Gatsby
Universal risk infrastructure built on prediction markets
The Thesis
Prediction markets will not reach their potential as gambling platforms. They will succeed by doing what markets do best: allocating risk to those most willing to bear it. Today's prediction markets are trapped in a low-liquidity equilibrium, dominated by speculators chasing lottery tickets while economically meaningful events remain illiquid ghost towns. The missing ingredient isn't better marketing or regulation—it's utility-driven flow. Traditional derivatives markets thrive because farmers hedge crops, airlines hedge fuel, and portfolio managers hedge macro risk. These participants rationally accept negative expected value for reduced variance. Prediction markets lack this entirely.
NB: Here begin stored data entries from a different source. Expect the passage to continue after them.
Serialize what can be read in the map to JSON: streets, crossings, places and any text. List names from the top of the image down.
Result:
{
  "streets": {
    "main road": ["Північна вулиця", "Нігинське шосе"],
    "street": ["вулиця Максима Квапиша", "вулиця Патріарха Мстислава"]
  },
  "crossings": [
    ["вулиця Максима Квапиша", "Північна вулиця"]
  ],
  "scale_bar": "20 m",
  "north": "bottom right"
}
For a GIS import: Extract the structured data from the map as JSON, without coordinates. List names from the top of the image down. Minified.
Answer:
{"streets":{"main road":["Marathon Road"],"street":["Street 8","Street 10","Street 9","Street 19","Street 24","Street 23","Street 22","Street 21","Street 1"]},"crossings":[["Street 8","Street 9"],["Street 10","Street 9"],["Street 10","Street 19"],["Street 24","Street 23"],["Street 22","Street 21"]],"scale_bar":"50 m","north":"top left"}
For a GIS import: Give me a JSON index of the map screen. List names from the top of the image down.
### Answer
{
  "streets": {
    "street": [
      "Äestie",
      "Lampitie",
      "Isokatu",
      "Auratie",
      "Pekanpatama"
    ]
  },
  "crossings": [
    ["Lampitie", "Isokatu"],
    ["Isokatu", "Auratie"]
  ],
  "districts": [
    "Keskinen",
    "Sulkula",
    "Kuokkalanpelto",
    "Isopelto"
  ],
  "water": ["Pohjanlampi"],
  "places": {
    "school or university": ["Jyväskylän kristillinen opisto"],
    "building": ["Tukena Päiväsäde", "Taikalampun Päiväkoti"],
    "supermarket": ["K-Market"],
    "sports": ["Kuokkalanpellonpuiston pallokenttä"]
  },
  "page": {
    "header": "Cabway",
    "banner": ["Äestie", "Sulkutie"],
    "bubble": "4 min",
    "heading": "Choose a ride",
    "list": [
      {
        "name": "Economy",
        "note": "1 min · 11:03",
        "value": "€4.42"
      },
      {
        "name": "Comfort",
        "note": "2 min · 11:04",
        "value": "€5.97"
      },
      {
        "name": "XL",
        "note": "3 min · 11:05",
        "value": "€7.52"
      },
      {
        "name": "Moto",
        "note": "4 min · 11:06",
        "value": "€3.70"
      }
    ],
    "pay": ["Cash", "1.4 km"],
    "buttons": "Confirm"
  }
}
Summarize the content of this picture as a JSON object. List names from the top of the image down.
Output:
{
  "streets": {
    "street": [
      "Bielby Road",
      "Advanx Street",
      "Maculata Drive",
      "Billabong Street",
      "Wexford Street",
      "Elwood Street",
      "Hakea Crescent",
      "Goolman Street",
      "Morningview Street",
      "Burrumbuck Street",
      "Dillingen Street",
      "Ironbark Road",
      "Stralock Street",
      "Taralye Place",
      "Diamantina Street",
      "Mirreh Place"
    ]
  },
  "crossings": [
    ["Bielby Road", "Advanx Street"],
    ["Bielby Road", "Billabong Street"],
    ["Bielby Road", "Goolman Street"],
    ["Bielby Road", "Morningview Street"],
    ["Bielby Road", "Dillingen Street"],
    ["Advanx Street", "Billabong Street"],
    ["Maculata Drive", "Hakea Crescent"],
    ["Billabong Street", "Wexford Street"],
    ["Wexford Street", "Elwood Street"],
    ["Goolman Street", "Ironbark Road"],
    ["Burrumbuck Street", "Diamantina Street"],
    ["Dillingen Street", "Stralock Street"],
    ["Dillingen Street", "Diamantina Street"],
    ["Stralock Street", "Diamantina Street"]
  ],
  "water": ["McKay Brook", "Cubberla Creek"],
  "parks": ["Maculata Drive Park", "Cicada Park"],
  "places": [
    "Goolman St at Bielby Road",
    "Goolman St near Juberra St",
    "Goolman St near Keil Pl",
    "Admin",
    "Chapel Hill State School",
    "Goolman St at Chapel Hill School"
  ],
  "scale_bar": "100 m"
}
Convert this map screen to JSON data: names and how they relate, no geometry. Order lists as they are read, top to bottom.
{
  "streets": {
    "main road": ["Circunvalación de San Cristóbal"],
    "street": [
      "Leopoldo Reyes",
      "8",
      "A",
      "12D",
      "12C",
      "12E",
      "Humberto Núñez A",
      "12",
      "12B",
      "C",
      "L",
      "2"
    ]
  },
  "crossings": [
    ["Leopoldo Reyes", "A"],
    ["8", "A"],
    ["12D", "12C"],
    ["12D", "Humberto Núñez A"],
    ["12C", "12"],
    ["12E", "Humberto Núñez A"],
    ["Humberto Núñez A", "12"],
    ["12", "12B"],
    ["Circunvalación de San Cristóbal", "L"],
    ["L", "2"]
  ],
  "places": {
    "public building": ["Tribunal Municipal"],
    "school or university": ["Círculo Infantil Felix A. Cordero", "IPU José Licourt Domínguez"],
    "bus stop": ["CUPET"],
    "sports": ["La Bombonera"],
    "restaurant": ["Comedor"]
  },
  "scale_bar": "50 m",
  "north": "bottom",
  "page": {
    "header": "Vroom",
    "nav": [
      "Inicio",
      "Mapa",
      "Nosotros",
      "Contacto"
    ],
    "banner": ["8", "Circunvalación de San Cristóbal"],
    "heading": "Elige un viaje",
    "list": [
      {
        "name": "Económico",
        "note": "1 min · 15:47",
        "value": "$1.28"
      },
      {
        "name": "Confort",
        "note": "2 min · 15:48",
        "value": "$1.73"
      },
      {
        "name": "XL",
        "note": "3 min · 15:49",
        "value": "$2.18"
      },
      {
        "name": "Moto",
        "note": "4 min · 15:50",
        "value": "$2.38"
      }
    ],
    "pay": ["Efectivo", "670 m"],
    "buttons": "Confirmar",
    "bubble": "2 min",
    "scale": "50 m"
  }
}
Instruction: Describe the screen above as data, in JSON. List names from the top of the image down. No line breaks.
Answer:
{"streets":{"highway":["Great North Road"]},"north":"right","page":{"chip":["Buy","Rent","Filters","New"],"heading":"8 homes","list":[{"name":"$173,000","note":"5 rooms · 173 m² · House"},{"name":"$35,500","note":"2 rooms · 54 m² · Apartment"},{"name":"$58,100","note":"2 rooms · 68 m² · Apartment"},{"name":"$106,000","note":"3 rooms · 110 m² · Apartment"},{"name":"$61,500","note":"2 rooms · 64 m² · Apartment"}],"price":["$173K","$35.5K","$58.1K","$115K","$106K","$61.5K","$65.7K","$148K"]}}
We're building the Risk Translation Layer: an AI-driven platform that converts real-world exposure into automated hedges on regulated prediction markets.
The Vision
Map portfolios to event risk. Our system analyzes user portfolios and decomposes them into underlying risk factors—macroeconomic shocks, geopolitical events, climate volatility, regulatory changes.
These exposures are then mapped to live prediction market contracts.
Execute optimized hedges. We construct bundled hedges across relevant contracts and execute automatically. By routing utility-driven hedging flow, we introduce benign order flow that reduces market maker risk—not through altruism, but through orthogonal incentives.
As liquidity deepens and spreads tighten, hedging becomes cheaper, reinforcing demand and attracting institutional market makers.
Expand to universal insurance. Once exposure can be expressed as tradable events, the same architecture extends to any real-world uncertainty.
Homeowners hedge hurricane risk through contracts on wind speed; manufacturers insure against supply-chain disruptions; households hedge income volatility through labor-market indicators.
What emerges is a general-purpose, parametric insurance layer—transparent and market-priced, without underwriting, claims adjustment, or opaque intermediaries.
Prediction markets will not reach broad adoption as venues for speculation; they will do so as the infrastructure for transferring risk.
That is the future we are building.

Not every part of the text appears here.